▶ _TRY IT_
Only the lines that hold "labels" should be in the answer, each copied from the data below.

Source records:
⟨
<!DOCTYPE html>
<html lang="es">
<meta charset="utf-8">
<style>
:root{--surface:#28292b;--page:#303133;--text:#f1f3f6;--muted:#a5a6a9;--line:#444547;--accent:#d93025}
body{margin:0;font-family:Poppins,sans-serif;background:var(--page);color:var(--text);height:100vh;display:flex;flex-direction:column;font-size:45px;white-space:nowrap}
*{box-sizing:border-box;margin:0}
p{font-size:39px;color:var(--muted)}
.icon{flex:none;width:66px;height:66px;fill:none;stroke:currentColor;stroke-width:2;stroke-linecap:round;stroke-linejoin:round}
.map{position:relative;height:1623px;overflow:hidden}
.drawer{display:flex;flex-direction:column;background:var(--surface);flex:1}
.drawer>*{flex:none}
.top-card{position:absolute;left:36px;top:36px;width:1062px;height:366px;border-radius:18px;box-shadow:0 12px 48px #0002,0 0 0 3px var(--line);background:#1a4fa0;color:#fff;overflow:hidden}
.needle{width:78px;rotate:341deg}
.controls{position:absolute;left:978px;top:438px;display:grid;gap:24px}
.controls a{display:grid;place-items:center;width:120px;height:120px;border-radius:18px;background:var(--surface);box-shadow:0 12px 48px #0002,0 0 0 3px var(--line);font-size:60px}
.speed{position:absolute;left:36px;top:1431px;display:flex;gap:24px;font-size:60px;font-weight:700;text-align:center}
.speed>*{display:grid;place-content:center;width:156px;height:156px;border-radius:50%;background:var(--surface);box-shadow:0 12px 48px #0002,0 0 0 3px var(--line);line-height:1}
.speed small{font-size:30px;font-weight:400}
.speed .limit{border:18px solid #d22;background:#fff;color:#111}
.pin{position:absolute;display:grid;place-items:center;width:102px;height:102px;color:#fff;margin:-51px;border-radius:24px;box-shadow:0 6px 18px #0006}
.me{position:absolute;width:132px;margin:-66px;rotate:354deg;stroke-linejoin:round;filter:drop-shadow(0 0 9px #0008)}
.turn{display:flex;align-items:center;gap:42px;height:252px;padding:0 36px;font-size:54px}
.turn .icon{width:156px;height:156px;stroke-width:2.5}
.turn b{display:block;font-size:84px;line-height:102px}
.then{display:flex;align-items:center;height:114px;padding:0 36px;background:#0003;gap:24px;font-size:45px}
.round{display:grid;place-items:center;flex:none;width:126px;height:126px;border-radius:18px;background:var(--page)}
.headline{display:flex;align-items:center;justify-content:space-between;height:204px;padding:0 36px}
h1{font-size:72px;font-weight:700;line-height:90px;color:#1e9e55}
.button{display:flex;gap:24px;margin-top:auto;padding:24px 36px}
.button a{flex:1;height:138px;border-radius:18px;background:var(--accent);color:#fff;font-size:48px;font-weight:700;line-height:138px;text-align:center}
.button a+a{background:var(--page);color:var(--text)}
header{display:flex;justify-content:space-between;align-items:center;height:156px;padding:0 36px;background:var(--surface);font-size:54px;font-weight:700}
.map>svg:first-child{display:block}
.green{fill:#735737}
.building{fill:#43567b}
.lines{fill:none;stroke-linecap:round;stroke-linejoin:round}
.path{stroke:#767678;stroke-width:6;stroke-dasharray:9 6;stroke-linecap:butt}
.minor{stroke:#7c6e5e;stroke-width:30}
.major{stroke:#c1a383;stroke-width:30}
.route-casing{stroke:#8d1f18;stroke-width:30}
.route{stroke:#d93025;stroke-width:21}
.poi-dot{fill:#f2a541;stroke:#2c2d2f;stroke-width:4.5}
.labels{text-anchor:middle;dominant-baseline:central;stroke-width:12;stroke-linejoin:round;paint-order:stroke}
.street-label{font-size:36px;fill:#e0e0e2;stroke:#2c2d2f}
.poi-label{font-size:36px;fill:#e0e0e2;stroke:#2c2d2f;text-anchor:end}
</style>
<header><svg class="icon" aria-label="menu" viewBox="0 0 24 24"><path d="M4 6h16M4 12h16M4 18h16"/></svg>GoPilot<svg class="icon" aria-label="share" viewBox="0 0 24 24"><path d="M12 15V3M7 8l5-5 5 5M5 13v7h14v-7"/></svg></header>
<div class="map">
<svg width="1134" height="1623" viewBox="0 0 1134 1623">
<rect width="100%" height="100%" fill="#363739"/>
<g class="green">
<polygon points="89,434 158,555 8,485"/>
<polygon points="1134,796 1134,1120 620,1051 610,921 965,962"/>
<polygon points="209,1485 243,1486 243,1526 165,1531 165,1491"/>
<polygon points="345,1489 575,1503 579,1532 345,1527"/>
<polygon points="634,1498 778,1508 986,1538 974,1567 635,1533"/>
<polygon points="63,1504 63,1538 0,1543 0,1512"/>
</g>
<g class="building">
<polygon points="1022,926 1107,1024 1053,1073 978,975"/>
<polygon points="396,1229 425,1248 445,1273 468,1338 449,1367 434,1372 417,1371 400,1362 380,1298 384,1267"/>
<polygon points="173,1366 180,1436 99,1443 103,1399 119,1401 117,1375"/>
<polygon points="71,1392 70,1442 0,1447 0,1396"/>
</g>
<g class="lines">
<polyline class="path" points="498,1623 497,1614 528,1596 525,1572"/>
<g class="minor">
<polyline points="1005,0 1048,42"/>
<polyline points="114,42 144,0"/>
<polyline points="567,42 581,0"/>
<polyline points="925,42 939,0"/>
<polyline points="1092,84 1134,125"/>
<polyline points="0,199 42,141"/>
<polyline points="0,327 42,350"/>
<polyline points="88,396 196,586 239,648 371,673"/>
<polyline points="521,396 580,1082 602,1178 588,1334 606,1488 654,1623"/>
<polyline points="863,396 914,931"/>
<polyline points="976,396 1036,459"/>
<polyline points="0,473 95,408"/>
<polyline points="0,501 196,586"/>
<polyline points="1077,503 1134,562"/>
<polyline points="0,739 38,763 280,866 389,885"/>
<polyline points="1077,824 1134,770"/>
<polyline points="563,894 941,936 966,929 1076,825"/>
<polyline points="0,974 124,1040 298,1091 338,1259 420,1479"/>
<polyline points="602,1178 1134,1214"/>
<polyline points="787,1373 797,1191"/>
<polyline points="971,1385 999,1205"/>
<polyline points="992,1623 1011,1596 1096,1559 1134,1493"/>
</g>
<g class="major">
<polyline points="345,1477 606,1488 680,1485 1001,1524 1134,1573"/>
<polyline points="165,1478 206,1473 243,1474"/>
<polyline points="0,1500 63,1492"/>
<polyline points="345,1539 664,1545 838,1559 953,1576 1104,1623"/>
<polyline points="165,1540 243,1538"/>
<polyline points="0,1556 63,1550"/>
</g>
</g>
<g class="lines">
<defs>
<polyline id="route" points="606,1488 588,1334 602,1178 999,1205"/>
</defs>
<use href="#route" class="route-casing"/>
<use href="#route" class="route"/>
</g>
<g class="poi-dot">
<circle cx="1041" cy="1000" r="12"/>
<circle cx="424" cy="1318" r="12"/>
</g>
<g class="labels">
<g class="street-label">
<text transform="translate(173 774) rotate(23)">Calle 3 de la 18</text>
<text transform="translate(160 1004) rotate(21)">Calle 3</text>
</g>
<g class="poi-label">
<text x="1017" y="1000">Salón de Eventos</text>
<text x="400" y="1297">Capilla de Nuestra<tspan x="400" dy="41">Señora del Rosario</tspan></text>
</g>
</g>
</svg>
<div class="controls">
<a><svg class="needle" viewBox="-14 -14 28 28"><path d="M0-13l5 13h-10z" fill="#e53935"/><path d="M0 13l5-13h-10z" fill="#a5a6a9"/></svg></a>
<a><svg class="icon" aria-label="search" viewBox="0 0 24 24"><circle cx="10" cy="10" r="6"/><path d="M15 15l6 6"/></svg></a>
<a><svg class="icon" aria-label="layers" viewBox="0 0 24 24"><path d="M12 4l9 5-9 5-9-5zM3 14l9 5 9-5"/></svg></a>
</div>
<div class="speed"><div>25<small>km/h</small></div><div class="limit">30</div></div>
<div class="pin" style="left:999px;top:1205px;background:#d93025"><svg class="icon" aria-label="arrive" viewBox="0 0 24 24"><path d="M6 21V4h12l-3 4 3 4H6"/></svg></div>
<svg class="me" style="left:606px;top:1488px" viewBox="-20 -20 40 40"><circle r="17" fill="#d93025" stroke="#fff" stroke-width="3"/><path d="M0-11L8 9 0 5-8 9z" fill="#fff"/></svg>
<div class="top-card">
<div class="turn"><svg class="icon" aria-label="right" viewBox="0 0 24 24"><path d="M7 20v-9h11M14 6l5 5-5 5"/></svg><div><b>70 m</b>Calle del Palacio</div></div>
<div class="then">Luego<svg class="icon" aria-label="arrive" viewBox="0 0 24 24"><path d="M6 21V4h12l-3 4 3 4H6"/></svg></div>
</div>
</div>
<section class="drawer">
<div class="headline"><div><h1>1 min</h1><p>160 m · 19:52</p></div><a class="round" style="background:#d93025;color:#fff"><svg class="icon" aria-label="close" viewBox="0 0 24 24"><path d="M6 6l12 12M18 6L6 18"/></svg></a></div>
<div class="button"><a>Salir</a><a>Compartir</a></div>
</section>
⟩
▶ _EXERCISE SOLUTION_
.labels{text-anchor:middle;dominant-baseline:central;stroke-width:12;stroke-linejoin:round;paint-order:stroke}
<g class="labels">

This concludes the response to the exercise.